◆ Exercise requirements
Write each line out exactly, from the one containing "Transcribe the names" through the final line of the data, and keep pictures out of the copy.

◆ Saved entries
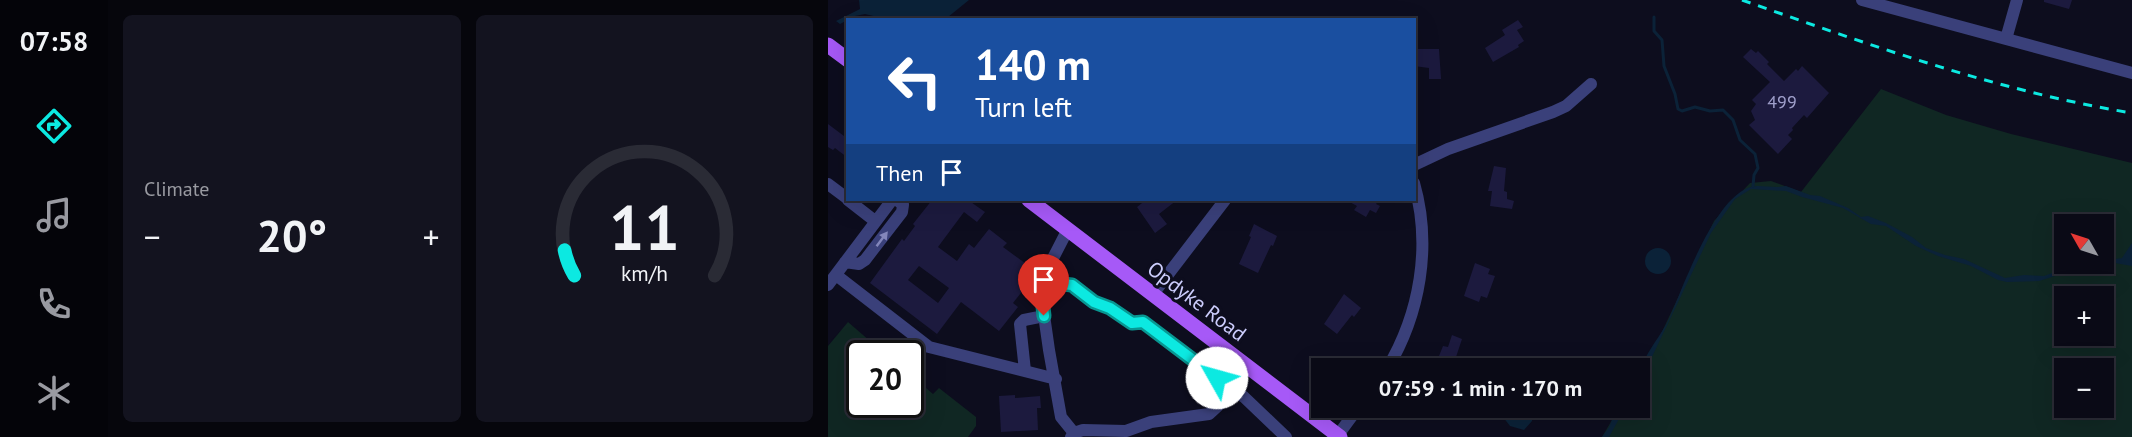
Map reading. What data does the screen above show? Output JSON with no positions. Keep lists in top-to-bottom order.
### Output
{
  "streets": {
    "main road": ["Opdyke Road"]
  },
  "house_numbers": ["499"],
  "north": "top left",
  "page": {
    "tabs": "07:58",
    "tile": "Climate",
    "turn": ["140 m", "Turn left"],
    "then": "Then",
    "heat": ["−", "20°", "+"],
    "map_buttons": ["+", "−"],
    "limit": "20",
    "trip": "07:59 · 1 min · 170 m",
    "gauge": ["11", "km/h"]
  }
}
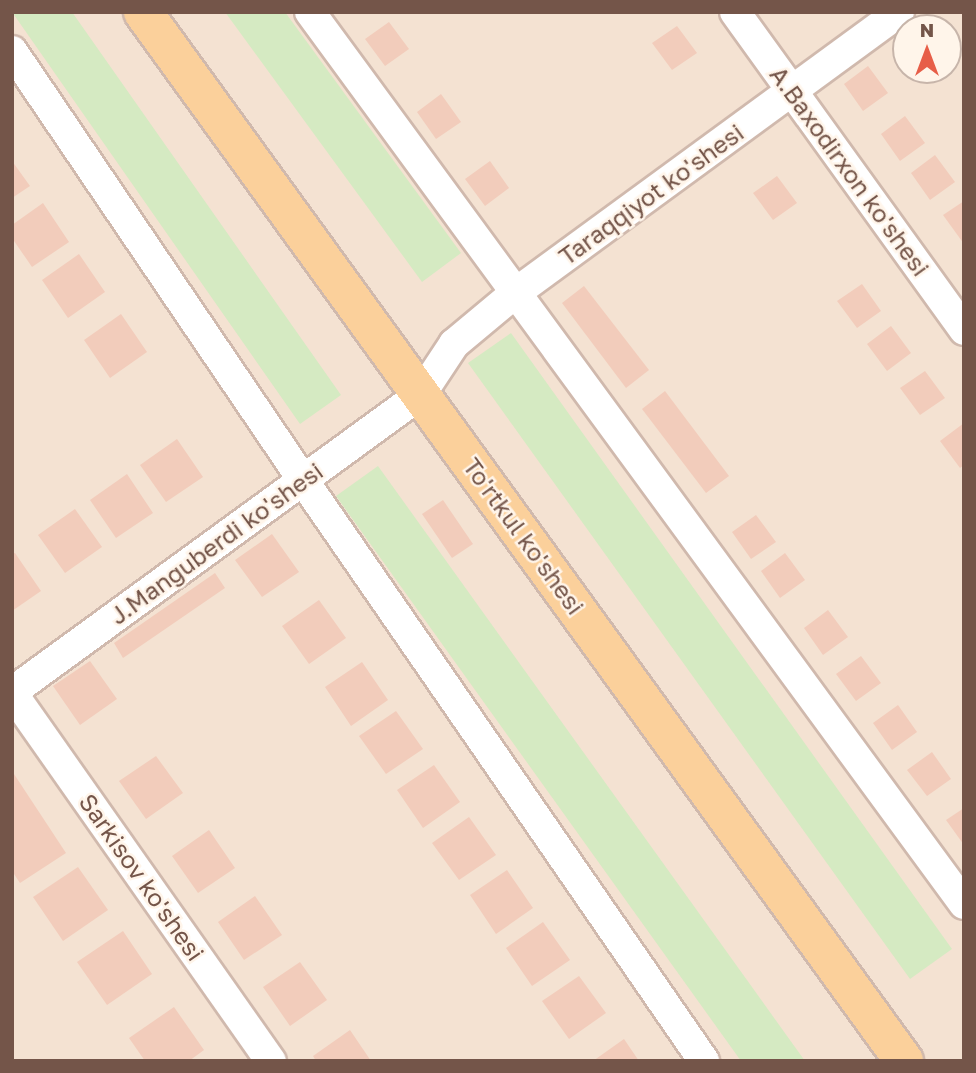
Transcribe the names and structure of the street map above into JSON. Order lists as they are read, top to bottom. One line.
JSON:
{"streets":{"main road":["To'rtkul ko'shesi"],"street":["A.Baxodirxon ko'shesi","Taraqqiyot ko'shesi","J.Manguberdi ko'shesi","Sarkisov ko'shesi"]},"crossings":[["A.Baxodirxon ko'shesi","Taraqqiyot ko'shesi"],["Taraqqiyot ko'shesi","To'rtkul ko'shesi"],["Taraqqiyot ko'shesi","J.Manguberdi ko'shesi"],["To'rtkul ko'shesi","J.Manguberdi ko'shesi"],["J.Manguberdi ko'shesi","Sarkisov ko'shesi"]],"north":"top"}
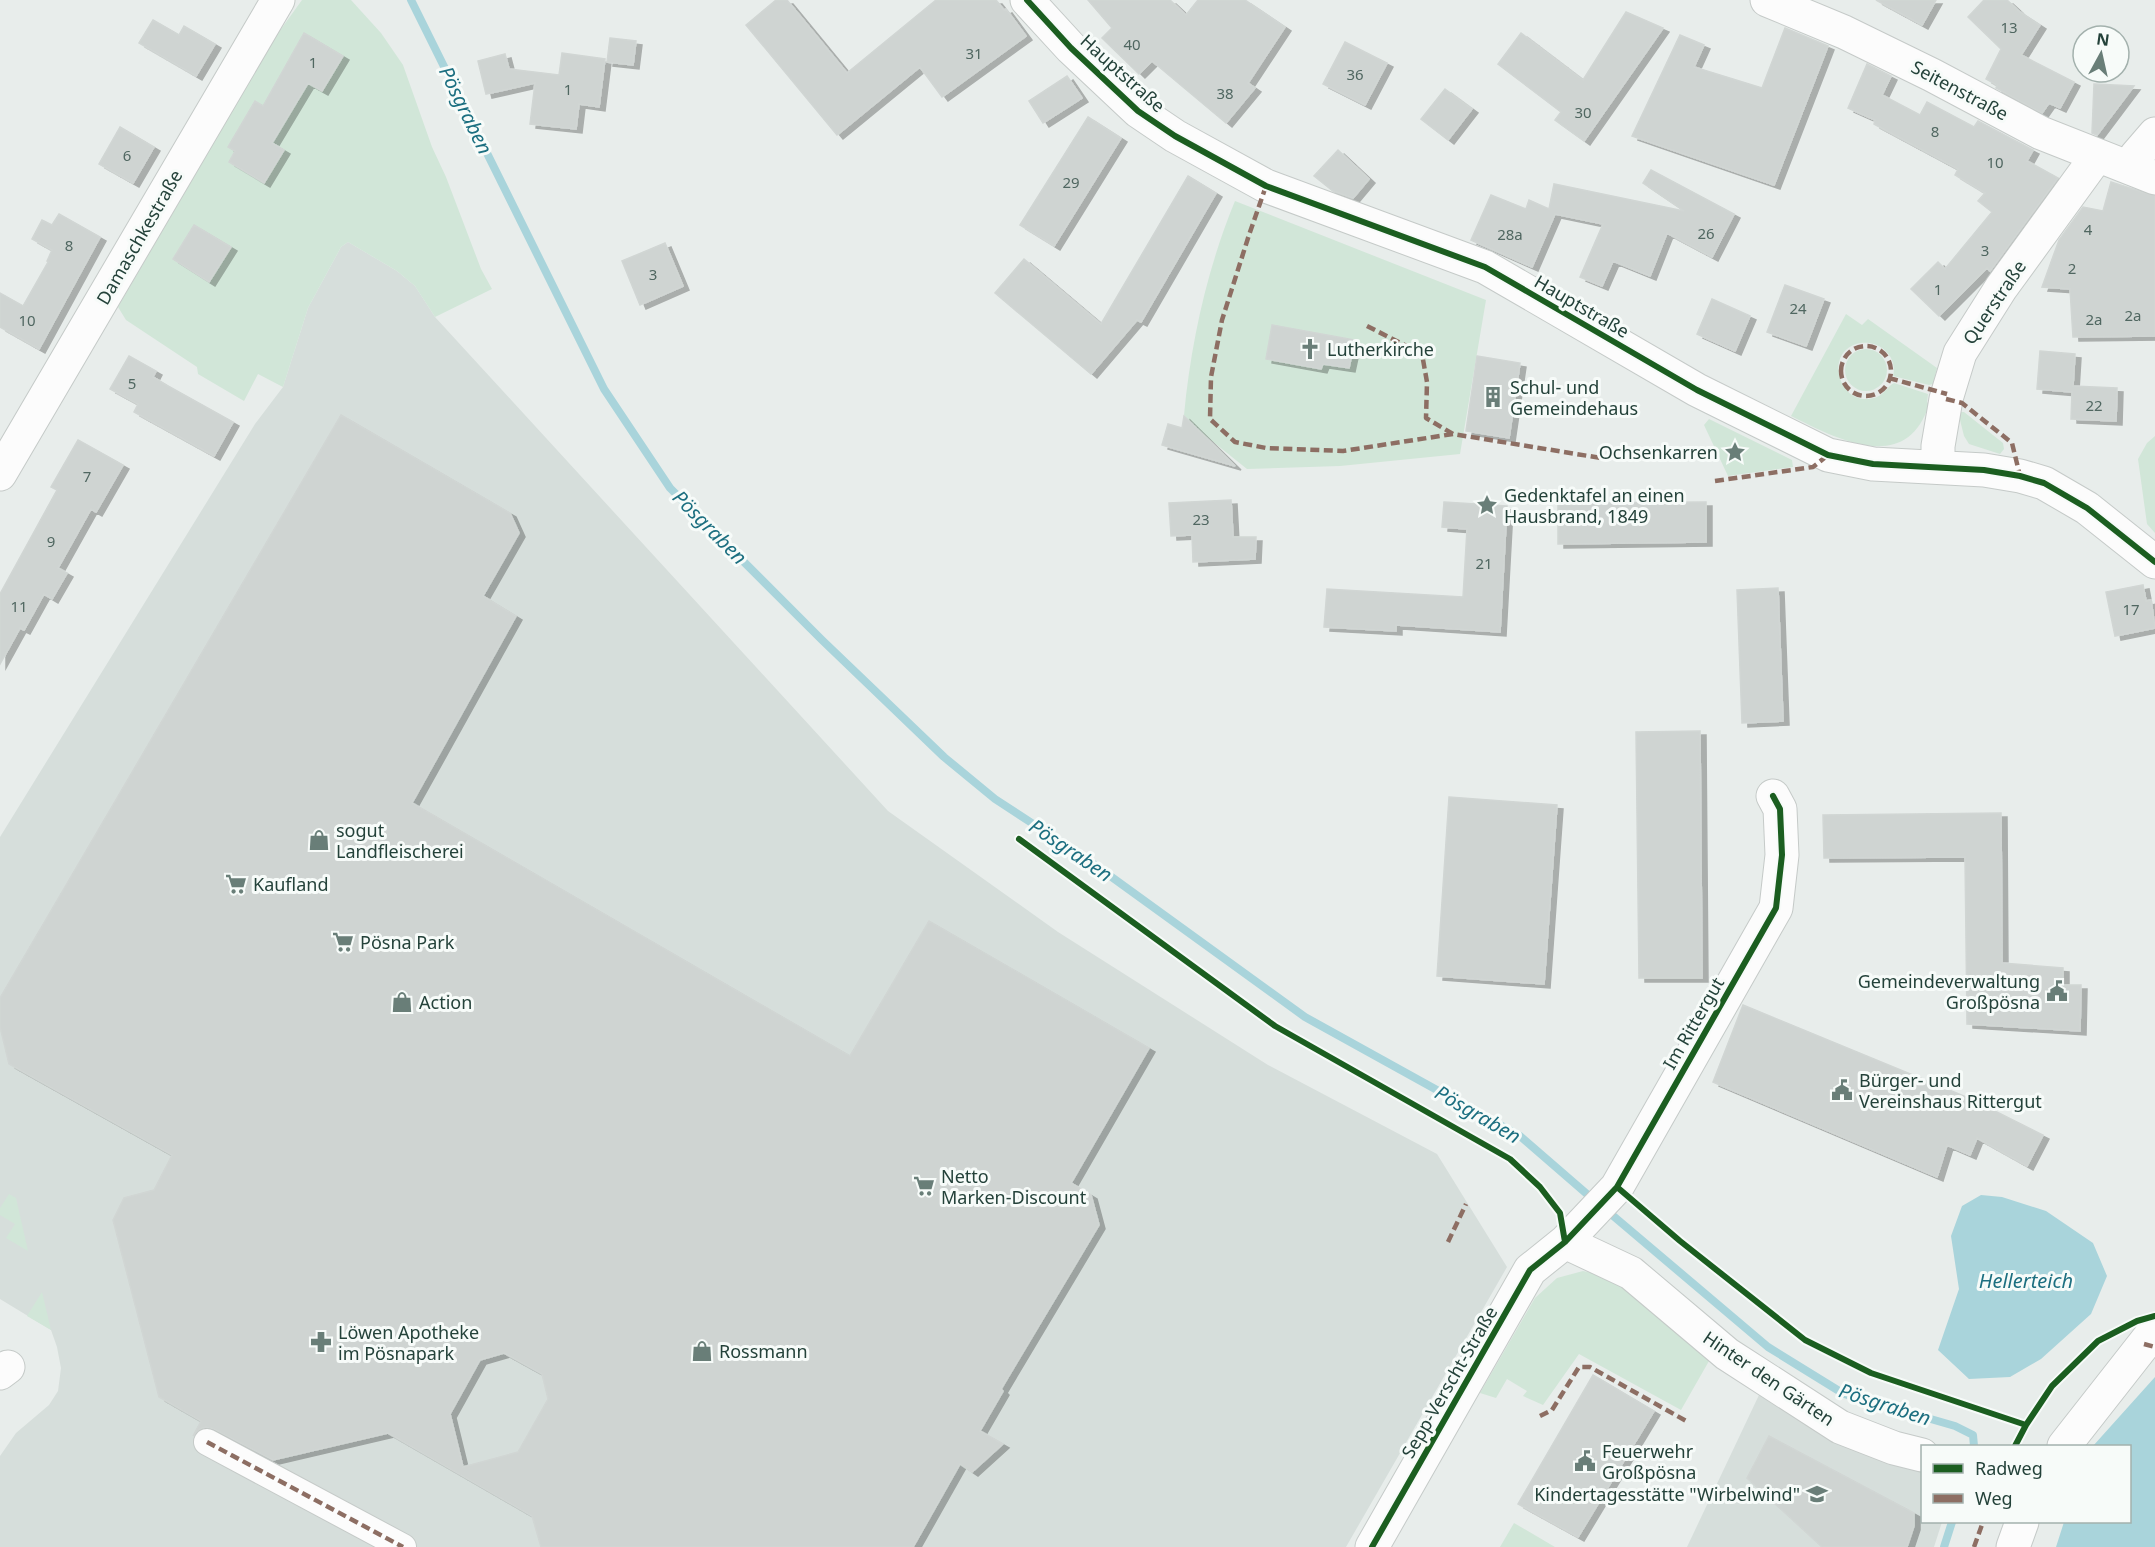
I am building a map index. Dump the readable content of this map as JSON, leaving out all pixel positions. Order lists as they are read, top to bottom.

◆ Solution to this problem
Transcribe the names and structure of the street map above into JSON. Order lists as they are read, top to bottom. One line.
JSON:
{"streets":{"main road":["To'rtkul ko'shesi"],"street":["A.Baxodirxon ko'shesi","Taraqqiyot ko'shesi","J.Manguberdi ko'shesi","Sarkisov ko'shesi"]},"crossings":[["A.Baxodirxon ko'shesi","Taraqqiyot ko'shesi"],["Taraqqiyot ko'shesi","To'rtkul ko'shesi"],["Taraqqiyot ko'shesi","J.Manguberdi ko'shesi"],["To'rtkul ko'shesi","J.Manguberdi ko'shesi"],["J.Manguberdi ko'shesi","Sarkisov ko'shesi"]],"north":"top"}
I am building a map index. Dump the readable content of this map as JSON, leaving out all pixel positions. Order lists as they are read, top to bottom.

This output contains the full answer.